■ **PROBLEM STATEMENT**: The lines needed are those below that contain the word "hidden"; copy each one.

(Saved data entries)
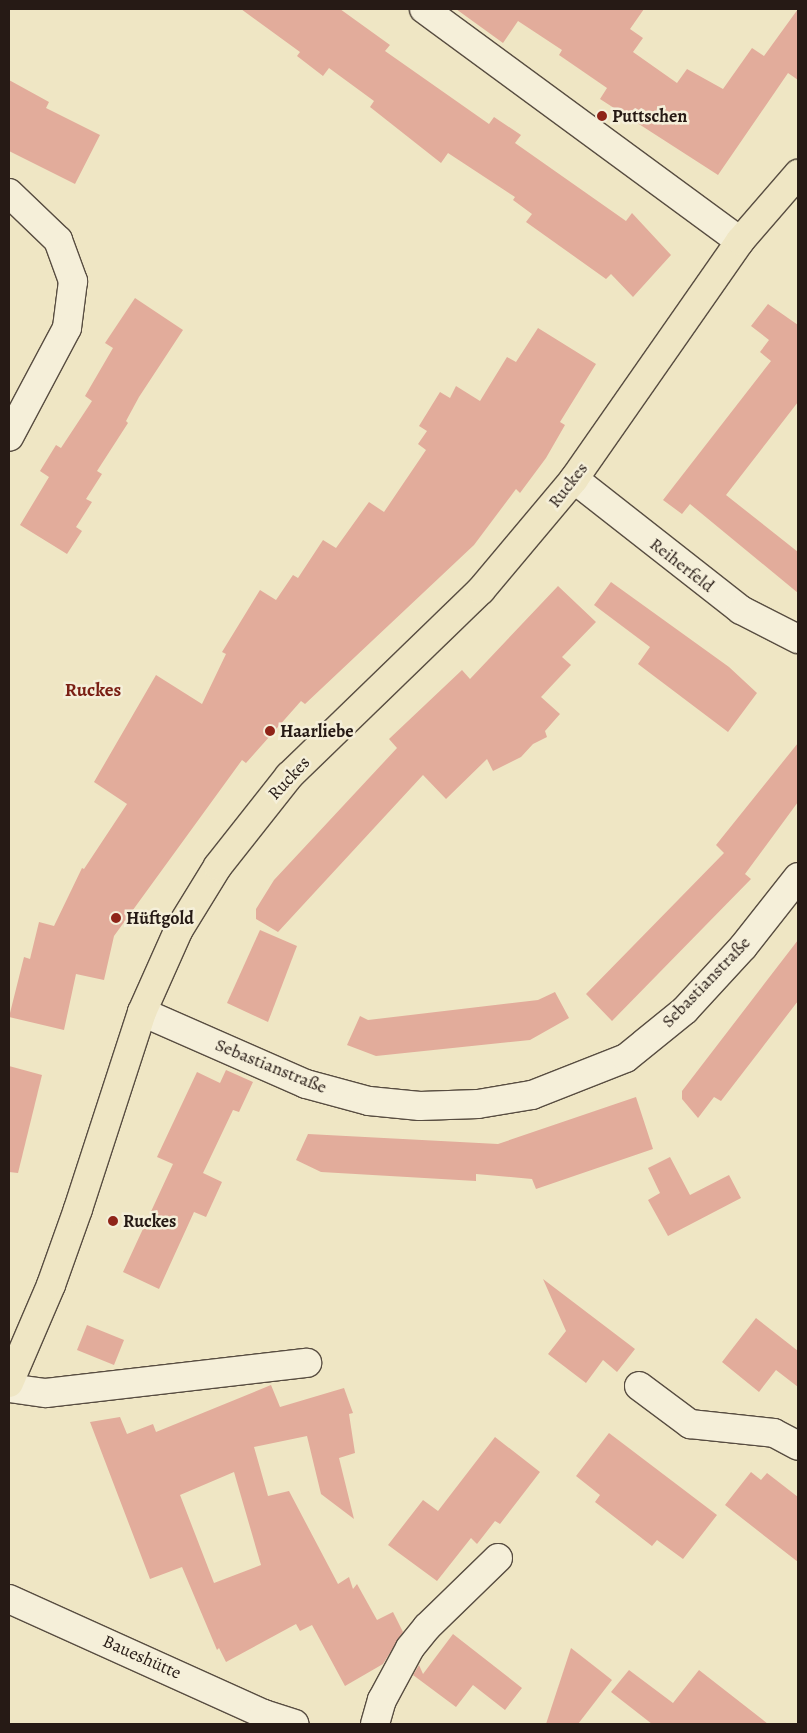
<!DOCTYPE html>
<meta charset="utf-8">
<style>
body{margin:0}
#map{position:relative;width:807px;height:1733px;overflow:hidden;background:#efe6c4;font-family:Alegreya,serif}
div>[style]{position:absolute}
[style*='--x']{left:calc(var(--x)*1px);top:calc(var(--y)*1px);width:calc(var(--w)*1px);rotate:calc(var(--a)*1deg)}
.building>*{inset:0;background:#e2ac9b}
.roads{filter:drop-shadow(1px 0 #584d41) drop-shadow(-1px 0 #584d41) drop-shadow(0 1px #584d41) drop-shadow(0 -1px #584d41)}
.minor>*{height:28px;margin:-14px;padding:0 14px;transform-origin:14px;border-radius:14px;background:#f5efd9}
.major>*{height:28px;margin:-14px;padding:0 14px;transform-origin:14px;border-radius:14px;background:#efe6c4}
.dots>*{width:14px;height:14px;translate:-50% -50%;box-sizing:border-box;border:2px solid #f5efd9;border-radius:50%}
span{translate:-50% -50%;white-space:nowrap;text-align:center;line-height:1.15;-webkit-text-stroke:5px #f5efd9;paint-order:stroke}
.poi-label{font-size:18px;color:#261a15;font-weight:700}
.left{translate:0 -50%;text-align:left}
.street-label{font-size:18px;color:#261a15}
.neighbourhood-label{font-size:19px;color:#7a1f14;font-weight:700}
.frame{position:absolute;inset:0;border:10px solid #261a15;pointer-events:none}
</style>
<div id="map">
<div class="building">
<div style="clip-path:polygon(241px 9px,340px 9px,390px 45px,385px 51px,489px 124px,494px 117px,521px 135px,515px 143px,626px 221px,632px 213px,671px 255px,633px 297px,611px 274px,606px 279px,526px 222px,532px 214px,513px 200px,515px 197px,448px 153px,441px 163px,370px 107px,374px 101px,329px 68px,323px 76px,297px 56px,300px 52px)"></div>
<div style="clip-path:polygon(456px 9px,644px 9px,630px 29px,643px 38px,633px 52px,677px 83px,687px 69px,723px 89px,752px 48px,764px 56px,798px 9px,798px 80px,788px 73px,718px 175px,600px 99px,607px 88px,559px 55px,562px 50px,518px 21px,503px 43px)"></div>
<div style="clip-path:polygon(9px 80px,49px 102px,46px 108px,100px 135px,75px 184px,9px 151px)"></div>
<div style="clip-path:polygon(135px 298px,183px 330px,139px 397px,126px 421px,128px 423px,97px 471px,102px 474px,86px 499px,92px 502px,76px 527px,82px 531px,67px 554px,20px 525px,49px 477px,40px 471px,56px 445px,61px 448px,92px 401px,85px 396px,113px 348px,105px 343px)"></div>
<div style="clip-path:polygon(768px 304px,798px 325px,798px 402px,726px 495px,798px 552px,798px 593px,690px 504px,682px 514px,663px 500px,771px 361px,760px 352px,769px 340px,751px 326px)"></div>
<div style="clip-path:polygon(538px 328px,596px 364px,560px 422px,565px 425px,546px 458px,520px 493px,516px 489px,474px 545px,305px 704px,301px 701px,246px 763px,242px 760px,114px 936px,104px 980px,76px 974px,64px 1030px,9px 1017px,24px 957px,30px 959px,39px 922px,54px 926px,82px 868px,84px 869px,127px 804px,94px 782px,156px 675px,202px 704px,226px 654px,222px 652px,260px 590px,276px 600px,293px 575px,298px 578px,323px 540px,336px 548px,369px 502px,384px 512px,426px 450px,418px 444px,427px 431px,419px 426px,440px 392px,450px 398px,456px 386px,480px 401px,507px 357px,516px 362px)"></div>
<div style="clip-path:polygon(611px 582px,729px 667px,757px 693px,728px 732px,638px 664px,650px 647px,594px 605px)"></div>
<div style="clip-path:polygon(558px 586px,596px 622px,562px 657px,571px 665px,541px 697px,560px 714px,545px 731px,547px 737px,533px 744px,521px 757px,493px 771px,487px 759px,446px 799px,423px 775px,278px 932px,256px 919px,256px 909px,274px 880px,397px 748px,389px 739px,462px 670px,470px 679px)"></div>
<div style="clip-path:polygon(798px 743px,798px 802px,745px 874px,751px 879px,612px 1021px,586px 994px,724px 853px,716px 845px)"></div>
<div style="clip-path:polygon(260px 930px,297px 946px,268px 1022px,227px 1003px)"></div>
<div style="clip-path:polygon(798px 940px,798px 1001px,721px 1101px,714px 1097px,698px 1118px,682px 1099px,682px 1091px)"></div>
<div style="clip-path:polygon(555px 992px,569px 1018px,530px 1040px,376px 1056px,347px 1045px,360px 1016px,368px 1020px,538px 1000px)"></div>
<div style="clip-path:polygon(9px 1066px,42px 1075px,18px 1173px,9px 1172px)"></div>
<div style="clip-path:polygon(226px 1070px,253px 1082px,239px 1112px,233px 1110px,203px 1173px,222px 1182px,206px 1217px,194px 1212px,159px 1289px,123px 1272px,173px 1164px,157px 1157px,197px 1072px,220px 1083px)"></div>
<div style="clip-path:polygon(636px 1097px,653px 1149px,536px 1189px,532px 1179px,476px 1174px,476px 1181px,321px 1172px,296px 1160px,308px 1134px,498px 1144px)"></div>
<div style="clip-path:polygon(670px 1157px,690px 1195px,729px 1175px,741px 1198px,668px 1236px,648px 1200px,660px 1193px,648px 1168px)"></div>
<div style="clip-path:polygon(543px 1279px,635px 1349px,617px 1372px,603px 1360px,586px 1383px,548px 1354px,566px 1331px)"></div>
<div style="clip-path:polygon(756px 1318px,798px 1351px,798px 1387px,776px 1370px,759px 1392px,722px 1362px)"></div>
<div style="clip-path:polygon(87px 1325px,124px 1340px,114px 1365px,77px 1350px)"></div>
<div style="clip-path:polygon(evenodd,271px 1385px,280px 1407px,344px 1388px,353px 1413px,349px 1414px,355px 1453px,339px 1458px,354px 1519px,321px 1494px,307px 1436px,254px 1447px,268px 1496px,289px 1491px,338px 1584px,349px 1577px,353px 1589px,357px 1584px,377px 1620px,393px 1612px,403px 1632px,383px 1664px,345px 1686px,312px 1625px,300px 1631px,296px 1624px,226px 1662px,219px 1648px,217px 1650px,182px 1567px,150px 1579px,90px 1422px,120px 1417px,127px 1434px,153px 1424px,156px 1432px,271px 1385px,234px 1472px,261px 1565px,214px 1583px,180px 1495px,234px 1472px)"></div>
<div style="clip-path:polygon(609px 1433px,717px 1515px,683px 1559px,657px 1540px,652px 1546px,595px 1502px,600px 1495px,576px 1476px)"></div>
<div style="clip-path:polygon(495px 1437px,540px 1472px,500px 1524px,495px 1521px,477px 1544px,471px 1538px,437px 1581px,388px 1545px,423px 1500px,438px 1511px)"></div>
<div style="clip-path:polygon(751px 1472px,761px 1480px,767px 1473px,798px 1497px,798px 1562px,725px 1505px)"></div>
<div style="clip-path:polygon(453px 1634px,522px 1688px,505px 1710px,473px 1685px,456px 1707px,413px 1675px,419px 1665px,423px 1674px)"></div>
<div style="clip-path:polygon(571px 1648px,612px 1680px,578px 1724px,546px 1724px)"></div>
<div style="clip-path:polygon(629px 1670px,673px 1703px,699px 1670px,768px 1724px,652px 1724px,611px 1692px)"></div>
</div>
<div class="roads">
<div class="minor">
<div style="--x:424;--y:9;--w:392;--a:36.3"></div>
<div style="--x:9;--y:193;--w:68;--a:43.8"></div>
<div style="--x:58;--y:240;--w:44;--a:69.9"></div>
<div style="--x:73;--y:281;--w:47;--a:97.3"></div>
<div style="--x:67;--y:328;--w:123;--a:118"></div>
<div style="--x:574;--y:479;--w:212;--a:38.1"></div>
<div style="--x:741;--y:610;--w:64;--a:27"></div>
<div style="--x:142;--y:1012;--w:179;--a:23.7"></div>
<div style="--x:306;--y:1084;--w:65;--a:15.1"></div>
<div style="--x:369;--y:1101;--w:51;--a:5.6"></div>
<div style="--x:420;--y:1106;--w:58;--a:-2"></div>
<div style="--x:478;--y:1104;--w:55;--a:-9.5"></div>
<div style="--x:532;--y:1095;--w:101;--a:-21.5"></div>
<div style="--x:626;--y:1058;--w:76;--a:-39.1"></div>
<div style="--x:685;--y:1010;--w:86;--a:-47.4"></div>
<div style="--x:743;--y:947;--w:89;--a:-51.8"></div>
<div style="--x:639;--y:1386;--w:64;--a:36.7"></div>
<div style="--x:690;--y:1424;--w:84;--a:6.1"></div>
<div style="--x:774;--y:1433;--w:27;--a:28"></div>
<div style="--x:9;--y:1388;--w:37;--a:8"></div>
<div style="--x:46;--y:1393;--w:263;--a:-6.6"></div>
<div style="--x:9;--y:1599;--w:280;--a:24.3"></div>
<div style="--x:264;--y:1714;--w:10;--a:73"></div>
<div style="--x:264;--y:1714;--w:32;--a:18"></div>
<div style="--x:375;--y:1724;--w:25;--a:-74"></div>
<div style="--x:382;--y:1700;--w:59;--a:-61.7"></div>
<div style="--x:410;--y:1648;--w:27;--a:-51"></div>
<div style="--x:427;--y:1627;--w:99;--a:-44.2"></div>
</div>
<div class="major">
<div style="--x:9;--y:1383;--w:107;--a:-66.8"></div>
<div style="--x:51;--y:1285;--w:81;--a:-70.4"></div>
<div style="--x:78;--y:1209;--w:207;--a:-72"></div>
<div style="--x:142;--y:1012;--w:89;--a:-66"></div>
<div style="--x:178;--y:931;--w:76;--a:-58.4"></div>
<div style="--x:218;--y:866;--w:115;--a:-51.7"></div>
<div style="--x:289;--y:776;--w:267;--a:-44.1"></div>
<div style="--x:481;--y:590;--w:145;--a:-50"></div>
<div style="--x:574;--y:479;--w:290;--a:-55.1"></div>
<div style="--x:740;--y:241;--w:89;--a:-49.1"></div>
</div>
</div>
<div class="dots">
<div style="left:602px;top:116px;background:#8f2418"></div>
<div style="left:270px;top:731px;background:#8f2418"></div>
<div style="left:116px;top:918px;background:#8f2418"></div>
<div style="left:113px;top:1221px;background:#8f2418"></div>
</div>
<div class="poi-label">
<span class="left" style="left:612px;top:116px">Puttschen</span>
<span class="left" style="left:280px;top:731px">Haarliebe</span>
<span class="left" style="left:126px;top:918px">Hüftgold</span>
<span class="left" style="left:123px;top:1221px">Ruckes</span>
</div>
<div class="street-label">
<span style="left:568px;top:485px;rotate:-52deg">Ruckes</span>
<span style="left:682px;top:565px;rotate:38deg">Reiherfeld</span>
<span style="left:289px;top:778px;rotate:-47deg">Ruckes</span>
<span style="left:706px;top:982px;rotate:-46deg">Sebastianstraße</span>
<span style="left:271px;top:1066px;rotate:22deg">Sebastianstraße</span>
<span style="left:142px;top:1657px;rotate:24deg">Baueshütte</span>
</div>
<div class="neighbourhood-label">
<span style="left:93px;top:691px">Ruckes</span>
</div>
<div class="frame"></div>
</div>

...

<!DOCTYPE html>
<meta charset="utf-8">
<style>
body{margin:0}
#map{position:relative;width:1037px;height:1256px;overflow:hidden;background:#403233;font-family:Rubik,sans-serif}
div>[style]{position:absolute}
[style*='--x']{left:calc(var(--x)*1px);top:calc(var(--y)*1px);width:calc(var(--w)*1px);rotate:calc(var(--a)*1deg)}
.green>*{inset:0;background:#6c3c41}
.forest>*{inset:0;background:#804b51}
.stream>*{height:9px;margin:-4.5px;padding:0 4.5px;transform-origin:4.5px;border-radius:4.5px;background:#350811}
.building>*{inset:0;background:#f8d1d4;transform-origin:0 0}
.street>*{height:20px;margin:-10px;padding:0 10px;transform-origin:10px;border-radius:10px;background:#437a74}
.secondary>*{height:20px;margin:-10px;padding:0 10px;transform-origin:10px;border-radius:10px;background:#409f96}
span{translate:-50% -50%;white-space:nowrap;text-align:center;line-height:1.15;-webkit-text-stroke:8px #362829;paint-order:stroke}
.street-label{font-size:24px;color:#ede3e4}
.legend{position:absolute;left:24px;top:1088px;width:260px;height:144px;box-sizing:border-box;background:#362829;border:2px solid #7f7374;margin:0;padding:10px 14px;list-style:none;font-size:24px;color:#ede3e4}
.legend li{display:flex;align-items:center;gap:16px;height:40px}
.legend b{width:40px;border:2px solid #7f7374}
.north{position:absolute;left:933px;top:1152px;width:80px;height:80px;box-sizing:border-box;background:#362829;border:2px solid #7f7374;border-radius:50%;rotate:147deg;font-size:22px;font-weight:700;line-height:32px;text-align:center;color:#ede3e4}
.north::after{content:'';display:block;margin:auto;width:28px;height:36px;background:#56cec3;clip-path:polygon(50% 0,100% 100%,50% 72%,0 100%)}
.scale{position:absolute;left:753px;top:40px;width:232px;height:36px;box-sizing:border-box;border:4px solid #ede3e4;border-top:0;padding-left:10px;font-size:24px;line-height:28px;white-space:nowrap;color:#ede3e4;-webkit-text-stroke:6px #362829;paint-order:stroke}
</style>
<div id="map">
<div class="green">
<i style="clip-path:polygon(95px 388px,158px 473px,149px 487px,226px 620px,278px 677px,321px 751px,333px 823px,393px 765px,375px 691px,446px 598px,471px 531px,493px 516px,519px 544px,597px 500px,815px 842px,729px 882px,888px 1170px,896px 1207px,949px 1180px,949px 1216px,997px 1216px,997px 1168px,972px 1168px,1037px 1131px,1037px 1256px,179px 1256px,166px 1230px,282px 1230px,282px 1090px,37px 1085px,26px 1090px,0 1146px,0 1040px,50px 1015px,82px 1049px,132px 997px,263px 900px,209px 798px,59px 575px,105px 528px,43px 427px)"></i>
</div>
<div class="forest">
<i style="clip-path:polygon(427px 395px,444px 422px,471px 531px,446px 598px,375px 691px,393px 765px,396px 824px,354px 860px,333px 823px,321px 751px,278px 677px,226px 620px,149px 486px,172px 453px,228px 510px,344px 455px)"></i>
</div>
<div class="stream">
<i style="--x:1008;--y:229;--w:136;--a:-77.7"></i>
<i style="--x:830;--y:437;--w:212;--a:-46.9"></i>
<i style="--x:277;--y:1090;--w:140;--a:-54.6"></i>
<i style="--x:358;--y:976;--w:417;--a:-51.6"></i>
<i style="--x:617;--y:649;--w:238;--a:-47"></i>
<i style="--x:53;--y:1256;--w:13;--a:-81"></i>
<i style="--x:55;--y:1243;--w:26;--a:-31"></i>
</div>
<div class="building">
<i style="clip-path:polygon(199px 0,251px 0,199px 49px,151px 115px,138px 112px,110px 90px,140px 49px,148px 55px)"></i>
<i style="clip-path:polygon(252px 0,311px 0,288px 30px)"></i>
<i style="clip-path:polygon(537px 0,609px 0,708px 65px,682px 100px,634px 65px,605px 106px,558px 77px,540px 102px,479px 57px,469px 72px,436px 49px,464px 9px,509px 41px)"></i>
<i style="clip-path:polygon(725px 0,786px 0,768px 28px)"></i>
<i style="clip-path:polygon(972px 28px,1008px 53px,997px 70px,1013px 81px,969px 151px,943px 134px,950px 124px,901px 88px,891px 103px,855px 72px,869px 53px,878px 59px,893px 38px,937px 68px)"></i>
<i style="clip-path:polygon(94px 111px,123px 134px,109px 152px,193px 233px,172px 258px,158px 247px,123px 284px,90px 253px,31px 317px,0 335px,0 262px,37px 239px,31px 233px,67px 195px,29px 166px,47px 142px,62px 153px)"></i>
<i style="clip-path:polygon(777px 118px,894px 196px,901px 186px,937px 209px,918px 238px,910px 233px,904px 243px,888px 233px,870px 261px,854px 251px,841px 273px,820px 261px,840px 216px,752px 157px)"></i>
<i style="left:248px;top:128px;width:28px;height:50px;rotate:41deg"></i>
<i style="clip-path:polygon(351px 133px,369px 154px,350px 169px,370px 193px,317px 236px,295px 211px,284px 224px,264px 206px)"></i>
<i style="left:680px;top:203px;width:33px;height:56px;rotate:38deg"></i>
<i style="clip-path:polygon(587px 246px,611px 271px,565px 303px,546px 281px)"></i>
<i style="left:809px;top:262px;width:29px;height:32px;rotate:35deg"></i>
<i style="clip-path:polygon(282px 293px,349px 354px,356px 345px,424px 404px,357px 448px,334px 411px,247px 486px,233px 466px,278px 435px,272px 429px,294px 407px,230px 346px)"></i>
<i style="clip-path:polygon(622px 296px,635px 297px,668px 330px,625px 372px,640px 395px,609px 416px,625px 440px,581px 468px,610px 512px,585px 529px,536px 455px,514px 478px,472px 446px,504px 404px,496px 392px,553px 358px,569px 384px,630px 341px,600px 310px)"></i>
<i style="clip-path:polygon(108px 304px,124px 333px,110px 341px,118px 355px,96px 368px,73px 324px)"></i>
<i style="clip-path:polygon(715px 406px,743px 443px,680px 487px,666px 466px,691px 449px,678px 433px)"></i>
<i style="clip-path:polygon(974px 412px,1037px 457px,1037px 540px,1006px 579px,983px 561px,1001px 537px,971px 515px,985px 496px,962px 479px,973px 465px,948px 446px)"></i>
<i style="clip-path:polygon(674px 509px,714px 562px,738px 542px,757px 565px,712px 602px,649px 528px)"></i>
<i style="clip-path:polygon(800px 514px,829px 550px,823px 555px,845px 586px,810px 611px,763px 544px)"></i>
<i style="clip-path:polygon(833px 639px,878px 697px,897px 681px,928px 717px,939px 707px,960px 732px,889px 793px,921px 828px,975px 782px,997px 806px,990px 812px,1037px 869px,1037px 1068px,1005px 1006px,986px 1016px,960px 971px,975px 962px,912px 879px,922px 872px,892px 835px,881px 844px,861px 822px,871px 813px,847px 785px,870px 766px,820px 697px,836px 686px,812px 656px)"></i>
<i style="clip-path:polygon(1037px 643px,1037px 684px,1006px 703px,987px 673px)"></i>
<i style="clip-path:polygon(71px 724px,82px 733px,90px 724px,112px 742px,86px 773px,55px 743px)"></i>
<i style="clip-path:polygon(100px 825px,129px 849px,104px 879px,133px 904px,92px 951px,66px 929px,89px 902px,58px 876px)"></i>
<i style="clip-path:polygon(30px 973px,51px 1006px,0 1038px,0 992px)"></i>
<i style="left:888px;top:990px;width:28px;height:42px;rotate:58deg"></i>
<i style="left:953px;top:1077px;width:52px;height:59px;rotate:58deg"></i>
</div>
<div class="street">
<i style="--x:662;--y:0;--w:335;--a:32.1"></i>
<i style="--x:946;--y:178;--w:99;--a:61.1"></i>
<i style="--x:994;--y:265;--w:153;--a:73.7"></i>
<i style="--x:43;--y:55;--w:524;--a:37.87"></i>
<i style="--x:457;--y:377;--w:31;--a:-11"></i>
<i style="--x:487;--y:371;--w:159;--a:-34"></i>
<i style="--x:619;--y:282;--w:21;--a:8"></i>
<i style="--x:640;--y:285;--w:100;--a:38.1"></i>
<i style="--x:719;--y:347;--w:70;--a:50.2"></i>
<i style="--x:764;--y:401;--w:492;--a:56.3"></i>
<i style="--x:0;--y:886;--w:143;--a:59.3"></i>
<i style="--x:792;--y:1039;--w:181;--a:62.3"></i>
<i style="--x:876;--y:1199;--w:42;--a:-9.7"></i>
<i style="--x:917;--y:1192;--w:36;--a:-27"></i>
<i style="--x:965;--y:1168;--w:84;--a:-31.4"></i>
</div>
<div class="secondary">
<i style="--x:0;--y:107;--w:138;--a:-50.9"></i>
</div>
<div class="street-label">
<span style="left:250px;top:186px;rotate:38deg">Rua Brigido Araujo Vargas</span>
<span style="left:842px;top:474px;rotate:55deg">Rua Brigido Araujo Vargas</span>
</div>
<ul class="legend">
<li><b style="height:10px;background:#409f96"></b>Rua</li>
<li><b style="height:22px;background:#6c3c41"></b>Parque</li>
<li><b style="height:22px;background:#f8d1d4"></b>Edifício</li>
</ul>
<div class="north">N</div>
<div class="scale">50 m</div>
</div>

■ **REPLY**:
#map{position:relative;width:807px;height:1733px;overflow:hidden;background:#efe6c4;font-family:Alegreya,serif}
#map{position:relative;width:1037px;height:1256px;overflow:hidden;background:#403233;font-family:Rubik,sans-serif}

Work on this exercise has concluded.